### PROBLEM DESCRIPTION:
Every entry must be given again exactly as it is written.

### RECORDS FOR PROCESSING:
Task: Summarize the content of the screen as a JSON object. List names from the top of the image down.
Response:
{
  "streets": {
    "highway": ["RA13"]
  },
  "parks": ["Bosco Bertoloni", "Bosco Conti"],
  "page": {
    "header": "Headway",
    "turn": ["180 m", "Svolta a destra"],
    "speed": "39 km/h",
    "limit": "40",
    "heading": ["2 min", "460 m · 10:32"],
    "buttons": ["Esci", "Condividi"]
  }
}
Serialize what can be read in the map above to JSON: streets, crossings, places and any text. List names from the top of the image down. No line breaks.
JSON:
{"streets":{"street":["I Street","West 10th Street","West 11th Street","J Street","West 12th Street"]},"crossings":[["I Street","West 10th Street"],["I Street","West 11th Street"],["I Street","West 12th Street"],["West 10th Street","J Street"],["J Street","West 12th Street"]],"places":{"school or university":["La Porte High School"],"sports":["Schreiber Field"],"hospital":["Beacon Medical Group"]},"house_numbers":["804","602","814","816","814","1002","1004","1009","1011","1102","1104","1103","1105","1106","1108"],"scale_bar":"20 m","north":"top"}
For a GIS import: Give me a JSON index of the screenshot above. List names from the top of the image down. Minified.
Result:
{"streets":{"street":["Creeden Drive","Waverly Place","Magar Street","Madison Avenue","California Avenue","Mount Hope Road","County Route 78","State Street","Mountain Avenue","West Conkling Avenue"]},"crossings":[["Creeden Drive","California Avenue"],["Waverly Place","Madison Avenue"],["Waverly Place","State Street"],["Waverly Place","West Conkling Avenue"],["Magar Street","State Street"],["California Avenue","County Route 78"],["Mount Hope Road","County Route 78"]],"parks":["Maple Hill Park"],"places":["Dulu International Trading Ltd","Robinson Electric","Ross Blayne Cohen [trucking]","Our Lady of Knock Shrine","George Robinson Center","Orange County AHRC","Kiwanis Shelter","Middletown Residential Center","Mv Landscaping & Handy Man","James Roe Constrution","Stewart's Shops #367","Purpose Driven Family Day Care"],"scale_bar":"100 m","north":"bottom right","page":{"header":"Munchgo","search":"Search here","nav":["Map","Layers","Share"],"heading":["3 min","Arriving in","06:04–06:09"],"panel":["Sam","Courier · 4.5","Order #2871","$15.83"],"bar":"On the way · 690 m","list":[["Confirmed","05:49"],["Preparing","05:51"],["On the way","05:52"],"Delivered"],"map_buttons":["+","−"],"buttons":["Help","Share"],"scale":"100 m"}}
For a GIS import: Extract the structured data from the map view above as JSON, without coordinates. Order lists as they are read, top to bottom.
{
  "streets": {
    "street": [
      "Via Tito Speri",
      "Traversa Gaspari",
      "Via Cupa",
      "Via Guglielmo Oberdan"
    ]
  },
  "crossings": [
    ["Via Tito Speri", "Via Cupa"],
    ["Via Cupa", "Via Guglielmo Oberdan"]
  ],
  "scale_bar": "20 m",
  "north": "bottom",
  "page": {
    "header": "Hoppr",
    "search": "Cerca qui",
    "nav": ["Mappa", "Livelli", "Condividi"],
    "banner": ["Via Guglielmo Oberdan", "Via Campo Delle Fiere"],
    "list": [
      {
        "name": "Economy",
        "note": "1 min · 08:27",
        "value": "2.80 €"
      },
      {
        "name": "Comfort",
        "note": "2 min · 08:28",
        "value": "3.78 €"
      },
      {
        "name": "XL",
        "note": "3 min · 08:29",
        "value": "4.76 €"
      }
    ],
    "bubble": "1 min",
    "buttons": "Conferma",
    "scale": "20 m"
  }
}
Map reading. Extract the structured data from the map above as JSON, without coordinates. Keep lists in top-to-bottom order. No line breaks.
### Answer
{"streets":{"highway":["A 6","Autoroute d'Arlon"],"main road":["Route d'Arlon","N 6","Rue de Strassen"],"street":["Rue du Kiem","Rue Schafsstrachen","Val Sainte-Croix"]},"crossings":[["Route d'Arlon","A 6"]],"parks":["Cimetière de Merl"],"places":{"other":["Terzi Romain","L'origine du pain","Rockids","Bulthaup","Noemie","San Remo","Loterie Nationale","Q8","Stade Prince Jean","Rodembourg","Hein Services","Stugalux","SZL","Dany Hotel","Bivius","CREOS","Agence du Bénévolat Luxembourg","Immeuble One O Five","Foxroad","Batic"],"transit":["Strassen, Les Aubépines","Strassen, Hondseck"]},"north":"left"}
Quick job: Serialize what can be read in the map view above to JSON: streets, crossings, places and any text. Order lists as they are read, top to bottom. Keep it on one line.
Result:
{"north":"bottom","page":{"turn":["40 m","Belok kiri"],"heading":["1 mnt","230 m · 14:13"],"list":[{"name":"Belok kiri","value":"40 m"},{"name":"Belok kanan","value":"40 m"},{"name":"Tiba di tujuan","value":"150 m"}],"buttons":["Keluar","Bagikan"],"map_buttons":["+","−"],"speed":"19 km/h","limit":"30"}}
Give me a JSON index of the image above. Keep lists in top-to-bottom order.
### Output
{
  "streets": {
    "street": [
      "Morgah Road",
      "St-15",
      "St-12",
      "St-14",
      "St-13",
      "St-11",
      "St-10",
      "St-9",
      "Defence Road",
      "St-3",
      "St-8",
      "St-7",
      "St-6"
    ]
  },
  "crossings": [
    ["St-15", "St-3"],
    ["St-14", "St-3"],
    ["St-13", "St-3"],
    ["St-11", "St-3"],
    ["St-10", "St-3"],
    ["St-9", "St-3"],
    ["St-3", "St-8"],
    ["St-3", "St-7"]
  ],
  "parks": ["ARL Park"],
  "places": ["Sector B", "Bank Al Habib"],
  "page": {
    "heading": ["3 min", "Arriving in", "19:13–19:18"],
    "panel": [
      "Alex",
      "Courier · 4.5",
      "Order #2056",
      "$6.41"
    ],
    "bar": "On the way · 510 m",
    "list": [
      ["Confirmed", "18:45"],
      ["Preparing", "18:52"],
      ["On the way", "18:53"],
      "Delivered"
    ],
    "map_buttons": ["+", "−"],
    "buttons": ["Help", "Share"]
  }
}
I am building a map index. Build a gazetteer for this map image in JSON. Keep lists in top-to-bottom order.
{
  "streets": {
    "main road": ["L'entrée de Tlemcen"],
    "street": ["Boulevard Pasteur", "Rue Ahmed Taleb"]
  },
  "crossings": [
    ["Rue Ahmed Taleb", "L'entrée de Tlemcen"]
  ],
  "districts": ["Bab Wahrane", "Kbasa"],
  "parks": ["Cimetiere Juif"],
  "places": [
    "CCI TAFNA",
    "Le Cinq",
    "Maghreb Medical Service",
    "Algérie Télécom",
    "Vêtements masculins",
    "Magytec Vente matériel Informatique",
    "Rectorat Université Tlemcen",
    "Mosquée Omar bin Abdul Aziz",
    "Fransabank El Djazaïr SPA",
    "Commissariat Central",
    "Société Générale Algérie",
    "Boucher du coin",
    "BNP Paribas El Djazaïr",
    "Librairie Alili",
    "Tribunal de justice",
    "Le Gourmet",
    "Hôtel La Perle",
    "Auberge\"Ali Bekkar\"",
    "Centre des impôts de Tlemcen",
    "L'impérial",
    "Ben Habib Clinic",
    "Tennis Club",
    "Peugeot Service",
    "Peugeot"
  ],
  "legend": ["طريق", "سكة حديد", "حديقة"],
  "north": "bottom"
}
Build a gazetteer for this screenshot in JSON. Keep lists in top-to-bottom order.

### SOLUTION FOR THIS TASK:
Task: Summarize the content of the screen as a JSON object. List names from the top of the image down.
Response:
{
  "streets": {
    "highway": ["RA13"]
  },
  "parks": ["Bosco Bertoloni", "Bosco Conti"],
  "page": {
    "header": "Headway",
    "turn": ["180 m", "Svolta a destra"],
    "speed": "39 km/h",
    "limit": "40",
    "heading": ["2 min", "460 m · 10:32"],
    "buttons": ["Esci", "Condividi"]
  }
}
Serialize what can be read in the map above to JSON: streets, crossings, places and any text. List names from the top of the image down. No line breaks.
JSON:
{"streets":{"street":["I Street","West 10th Street","West 11th Street","J Street","West 12th Street"]},"crossings":[["I Street","West 10th Street"],["I Street","West 11th Street"],["I Street","West 12th Street"],["West 10th Street","J Street"],["J Street","West 12th Street"]],"places":{"school or university":["La Porte High School"],"sports":["Schreiber Field"],"hospital":["Beacon Medical Group"]},"house_numbers":["804","602","814","816","814","1002","1004","1009","1011","1102","1104","1103","1105","1106","1108"],"scale_bar":"20 m","north":"top"}
For a GIS import: Give me a JSON index of the screenshot above. List names from the top of the image down. Minified.
Result:
{"streets":{"street":["Creeden Drive","Waverly Place","Magar Street","Madison Avenue","California Avenue","Mount Hope Road","County Route 78","State Street","Mountain Avenue","West Conkling Avenue"]},"crossings":[["Creeden Drive","California Avenue"],["Waverly Place","Madison Avenue"],["Waverly Place","State Street"],["Waverly Place","West Conkling Avenue"],["Magar Street","State Street"],["California Avenue","County Route 78"],["Mount Hope Road","County Route 78"]],"parks":["Maple Hill Park"],"places":["Dulu International Trading Ltd","Robinson Electric","Ross Blayne Cohen [trucking]","Our Lady of Knock Shrine","George Robinson Center","Orange County AHRC","Kiwanis Shelter","Middletown Residential Center","Mv Landscaping & Handy Man","James Roe Constrution","Stewart's Shops #367","Purpose Driven Family Day Care"],"scale_bar":"100 m","north":"bottom right","page":{"header":"Munchgo","search":"Search here","nav":["Map","Layers","Share"],"heading":["3 min","Arriving in","06:04–06:09"],"panel":["Sam","Courier · 4.5","Order #2871","$15.83"],"bar":"On the way · 690 m","list":[["Confirmed","05:49"],["Preparing","05:51"],["On the way","05:52"],"Delivered"],"map_buttons":["+","−"],"buttons":["Help","Share"],"scale":"100 m"}}
For a GIS import: Extract the structured data from the map view above as JSON, without coordinates. Order lists as they are read, top to bottom.
{
  "streets": {
    "street": [
      "Via Tito Speri",
      "Traversa Gaspari",
      "Via Cupa",
      "Via Guglielmo Oberdan"
    ]
  },
  "crossings": [
    ["Via Tito Speri", "Via Cupa"],
    ["Via Cupa", "Via Guglielmo Oberdan"]
  ],
  "scale_bar": "20 m",
  "north": "bottom",
  "page": {
    "header": "Hoppr",
    "search": "Cerca qui",
    "nav": ["Mappa", "Livelli", "Condividi"],
    "banner": ["Via Guglielmo Oberdan", "Via Campo Delle Fiere"],
    "list": [
      {
        "name": "Economy",
        "note": "1 min · 08:27",
        "value": "2.80 €"
      },
      {
        "name": "Comfort",
        "note": "2 min · 08:28",
        "value": "3.78 €"
      },
      {
        "name": "XL",
        "note": "3 min · 08:29",
        "value": "4.76 €"
      }
    ],
    "bubble": "1 min",
    "buttons": "Conferma",
    "scale": "20 m"
  }
}
Map reading. Extract the structured data from the map above as JSON, without coordinates. Keep lists in top-to-bottom order. No line breaks.
### Answer
{"streets":{"highway":["A 6","Autoroute d'Arlon"],"main road":["Route d'Arlon","N 6","Rue de Strassen"],"street":["Rue du Kiem","Rue Schafsstrachen","Val Sainte-Croix"]},"crossings":[["Route d'Arlon","A 6"]],"parks":["Cimetière de Merl"],"places":{"other":["Terzi Romain","L'origine du pain","Rockids","Bulthaup","Noemie","San Remo","Loterie Nationale","Q8","Stade Prince Jean","Rodembourg","Hein Services","Stugalux","SZL","Dany Hotel","Bivius","CREOS","Agence du Bénévolat Luxembourg","Immeuble One O Five","Foxroad","Batic"],"transit":["Strassen, Les Aubépines","Strassen, Hondseck"]},"north":"left"}
Quick job: Serialize what can be read in the map view above to JSON: streets, crossings, places and any text. Order lists as they are read, top to bottom. Keep it on one line.
Result:
{"north":"bottom","page":{"turn":["40 m","Belok kiri"],"heading":["1 mnt","230 m · 14:13"],"list":[{"name":"Belok kiri","value":"40 m"},{"name":"Belok kanan","value":"40 m"},{"name":"Tiba di tujuan","value":"150 m"}],"buttons":["Keluar","Bagikan"],"map_buttons":["+","−"],"speed":"19 km/h","limit":"30"}}
Give me a JSON index of the image above. Keep lists in top-to-bottom order.
### Output
{
  "streets": {
    "street": [
      "Morgah Road",
      "St-15",
      "St-12",
      "St-14",
      "St-13",
      "St-11",
      "St-10",
      "St-9",
      "Defence Road",
      "St-3",
      "St-8",
      "St-7",
      "St-6"
    ]
  },
  "crossings": [
    ["St-15", "St-3"],
    ["St-14", "St-3"],
    ["St-13", "St-3"],
    ["St-11", "St-3"],
    ["St-10", "St-3"],
    ["St-9", "St-3"],
    ["St-3", "St-8"],
    ["St-3", "St-7"]
  ],
  "parks": ["ARL Park"],
  "places": ["Sector B", "Bank Al Habib"],
  "page": {
    "heading": ["3 min", "Arriving in", "19:13–19:18"],
    "panel": [
      "Alex",
      "Courier · 4.5",
      "Order #2056",
      "$6.41"
    ],
    "bar": "On the way · 510 m",
    "list": [
      ["Confirmed", "18:45"],
      ["Preparing", "18:52"],
      ["On the way", "18:53"],
      "Delivered"
    ],
    "map_buttons": ["+", "−"],
    "buttons": ["Help", "Share"]
  }
}
I am building a map index. Build a gazetteer for this map image in JSON. Keep lists in top-to-bottom order.
{
  "streets": {
    "main road": ["L'entrée de Tlemcen"],
    "street": ["Boulevard Pasteur", "Rue Ahmed Taleb"]
  },
  "crossings": [
    ["Rue Ahmed Taleb", "L'entrée de Tlemcen"]
  ],
  "districts": ["Bab Wahrane", "Kbasa"],
  "parks": ["Cimetiere Juif"],
  "places": [
    "CCI TAFNA",
    "Le Cinq",
    "Maghreb Medical Service",
    "Algérie Télécom",
    "Vêtements masculins",
    "Magytec Vente matériel Informatique",
    "Rectorat Université Tlemcen",
    "Mosquée Omar bin Abdul Aziz",
    "Fransabank El Djazaïr SPA",
    "Commissariat Central",
    "Société Générale Algérie",
    "Boucher du coin",
    "BNP Paribas El Djazaïr",
    "Librairie Alili",
    "Tribunal de justice",
    "Le Gourmet",
    "Hôtel La Perle",
    "Auberge\"Ali Bekkar\"",
    "Centre des impôts de Tlemcen",
    "L'impérial",
    "Ben Habib Clinic",
    "Tennis Club",
    "Peugeot Service",
    "Peugeot"
  ],
  "legend": ["طريق", "سكة حديد", "حديقة"],
  "north": "bottom"
}
Build a gazetteer for this screenshot in JSON. Keep lists in top-to-bottom order.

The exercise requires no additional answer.